Usually, however, the tables aren't dirty.  I've had people on SEVERAL occasions bitch about the tables; I've then gone out and found that maybe three of them are dirty.  Maybe don't sit at one of the three dirty tables and sit somewhere else?  How does that sound?  Does that sound like something you can handle?

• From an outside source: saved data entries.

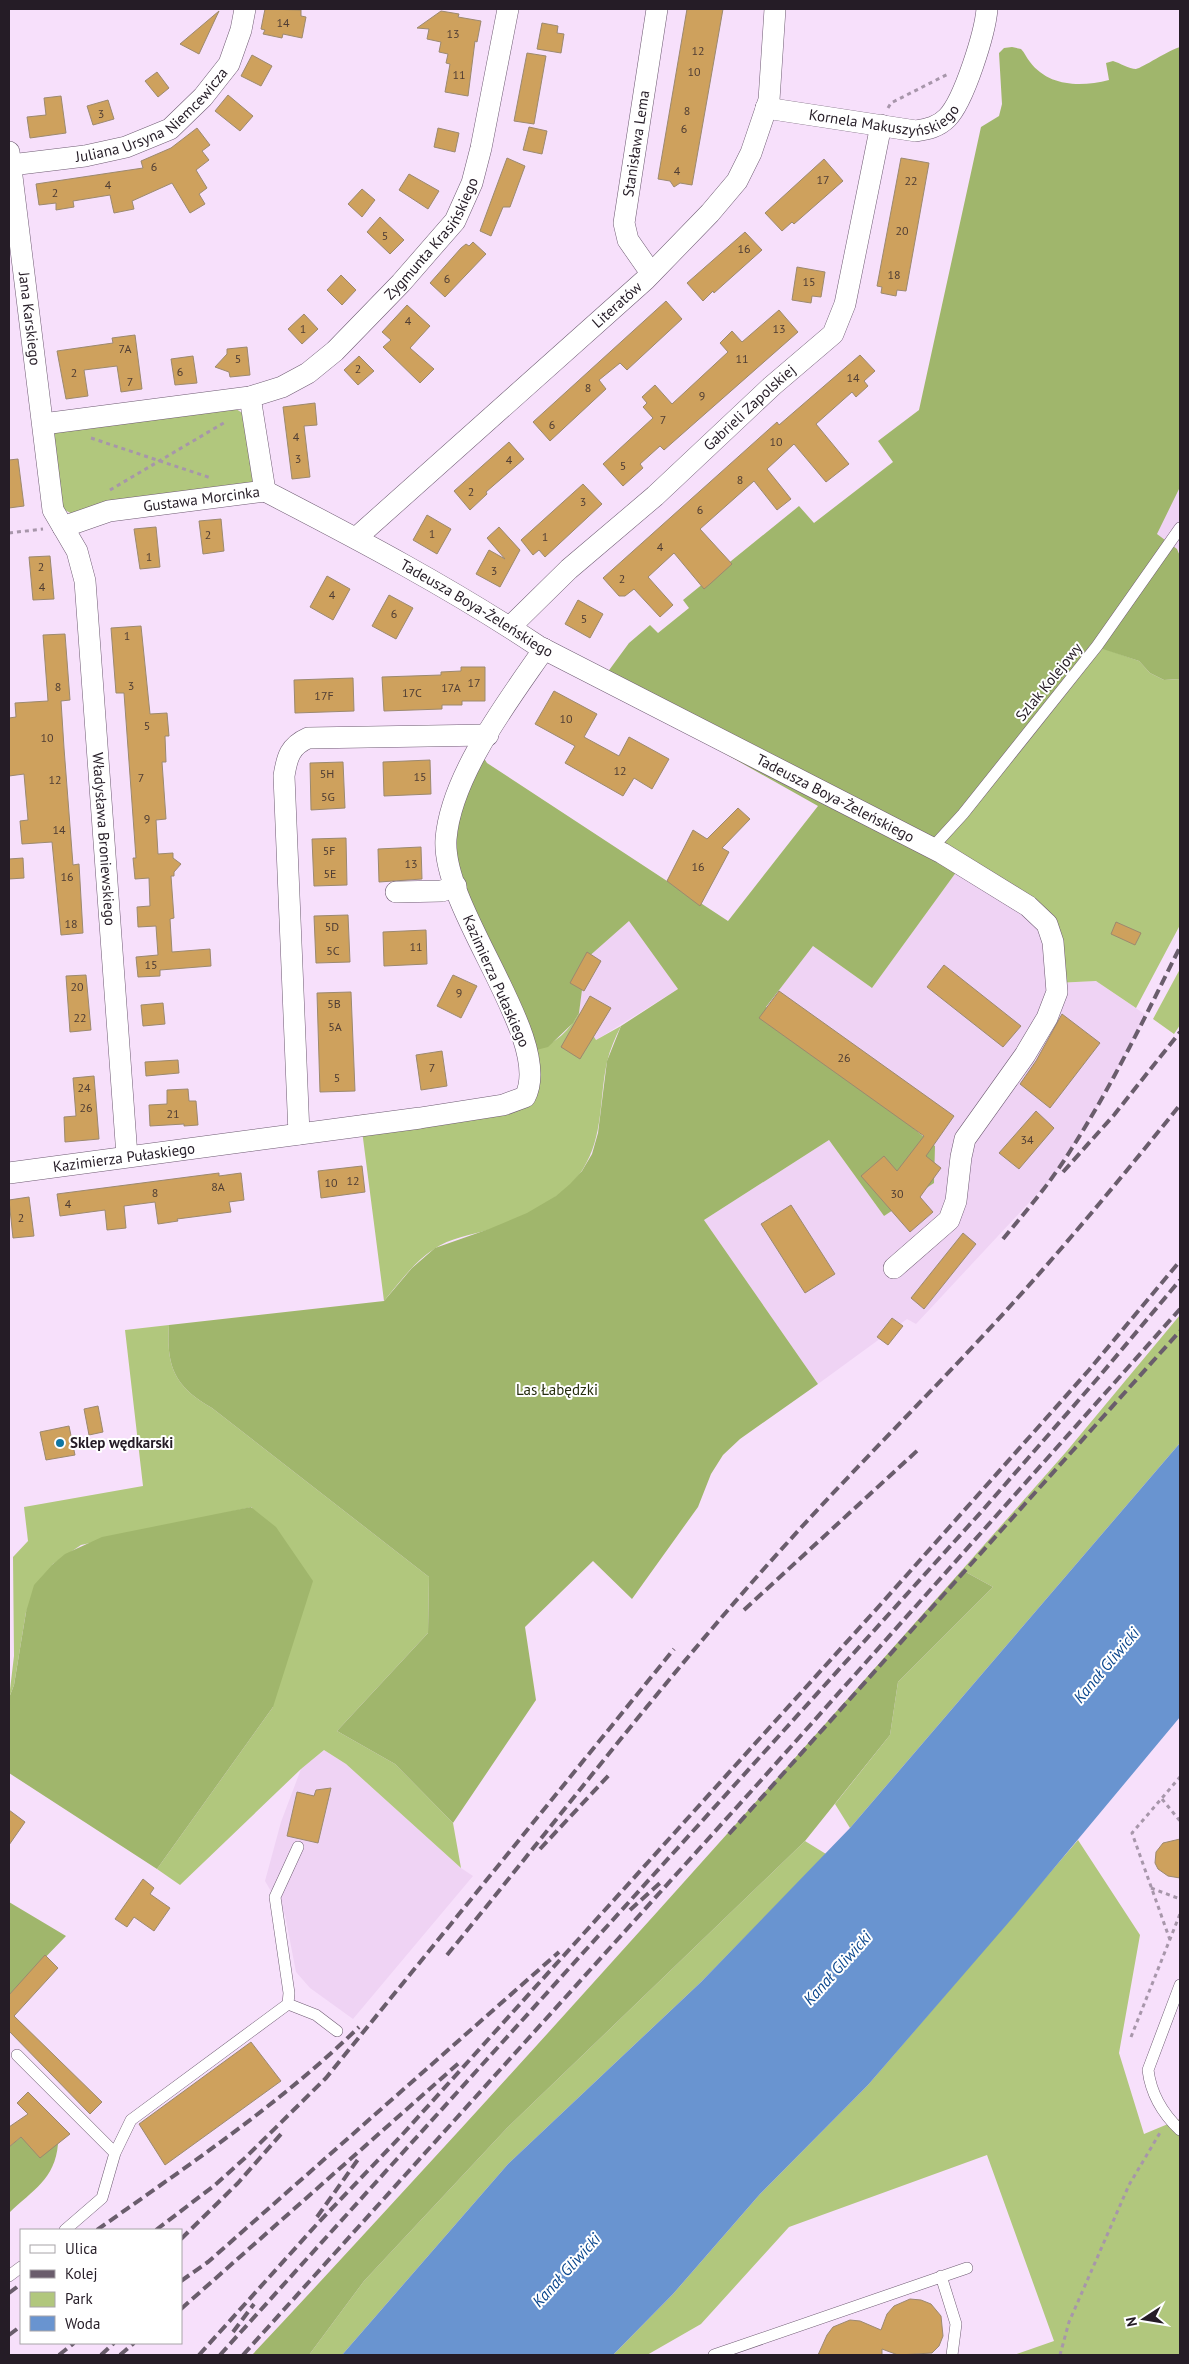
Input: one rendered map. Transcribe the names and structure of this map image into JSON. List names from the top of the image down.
{
  "streets": {
    "street": [
      "Kornela Makuszyńskiego",
      "Juliana Ursyna Niemcewicza",
      "Stanisława Lema",
      "Zygmunta Krasińskiego",
      "Literatów",
      "Jana Karskiego",
      "Gabrieli Zapolskiej",
      "Gustawa Morcinka",
      "Tadeusza Boya-Żeleńskiego",
      "Władysława Broniewskiego",
      "Kazimierza Pułaskiego"
    ],
    "lane": ["Szlak Kolejowy"]
  },
  "crossings": [
    ["Kornela Makuszyńskiego", "Literatów"],
    ["Kornela Makuszyńskiego", "Gabrieli Zapolskiej"],
    ["Juliana Ursyna Niemcewicza", "Jana Karskiego"],
    ["Stanisława Lema", "Literatów"],
    ["Zygmunta Krasińskiego", "Gustawa Morcinka"],
    ["Literatów", "Tadeusza Boya-Żeleńskiego"],
    ["Gabrieli Zapolskiej", "Tadeusza Boya-Żeleńskiego"],
    ["Gustawa Morcinka", "Tadeusza Boya-Żeleńskiego"],
    ["Gustawa Morcinka", "Władysława Broniewskiego"],
    ["Tadeusza Boya-Żeleńskiego", "Szlak Kolejowy"],
    ["Tadeusza Boya-Żeleńskiego", "Kazimierza Pułaskiego"],
    ["Władysława Broniewskiego", "Kazimierza Pułaskiego"]
  ],
  "water": ["Kanał Gliwicki"],
  "parks": ["Las Łabędzki"],
  "places": ["Sklep wędkarski"],
  "house_numbers": [
    "14",
    "13",
    "12",
    "10",
    "11",
    "8",
    "3",
    "6",
    "6",
    "4",
    "17",
    "22",
    "4",
    "2",
    "20",
    "5",
    "16",
    "18",
    "6",
    "15",
    "4",
    "1",
    "13",
    "7A",
    "5",
    "11",
    "2",
    "6",
    "2",
    "14",
    "7",
    "8",
    "9",
    "7",
    "6",
    "4",
    "10",
    "3",
    "4",
    "5",
    "8",
    "2",
    "3",
    "6",
    "1",
    "2",
    "1",
    "4",
    "1",
    "2",
    "3",
    "2",
    "4",
    "4",
    "6",
    "5",
    "1",
    "17",
    "3",
    "8",
    "17A",
    "17C",
    "17F",
    "10",
    "5",
    "10",
    "12",
    "5H",
    "15",
    "7",
    "12",
    "5G",
    "9",
    "14",
    "5F",
    "13",
    "16",
    "5E",
    "16",
    "18",
    "5D",
    "11",
    "5C",
    "15",
    "20",
    "9",
    "5B",
    "22",
    "5A",
    "26",
    "7",
    "5",
    "24",
    "26",
    "21",
    "34",
    "12",
    "10",
    "8A",
    "8",
    "30",
    "4",
    "2"
  ],
  "legend": [
    "Ulica",
    "Kolej",
    "Park",
    "Woda"
  ],
  "north": "left"
}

3. "I'll have a medium fountain drink."
Okay.  There are SEVEN DIFFERENT FUCKING KINDS OF MOTHERFUCKING FOUNTAIN POP.  TELLING ME YOU WANT 'FOUNTAIN POP' ISN'T REALLY THAT SPECIFIC.
It's even worse when I have to ask "okay, well we have seven different kinds of fountain pop, which would you like?" and they say "what?"  I hate repeating myself.  Especially when it's a question that really shouldn't have had to be asked in the first place.

4. "I didn't order this!"
Yes, you did.  I repeated it back to you and you confirmed it.  This is your fault you stupid fucking whore.

My god, I'm getting angry typing this out...

5. "YOU DIDN'T GIVE ME MY SENIOR'S DISCOUNT!"
YOU DIDN'T ASK FOR IT!

6. Any time that a customer tries to talk to me about whatever sport is in season.
Should be self-explanatory... I don't follow/care about/like/understand sports.  Please don't ask me who's playing who, or how many medals Canada's won.  I don't know.  Like, why would someone just assume that?  I don't go to restaurants and ask the cashier how much they liked the Criminal Minds finale.  So don't ask me about sports.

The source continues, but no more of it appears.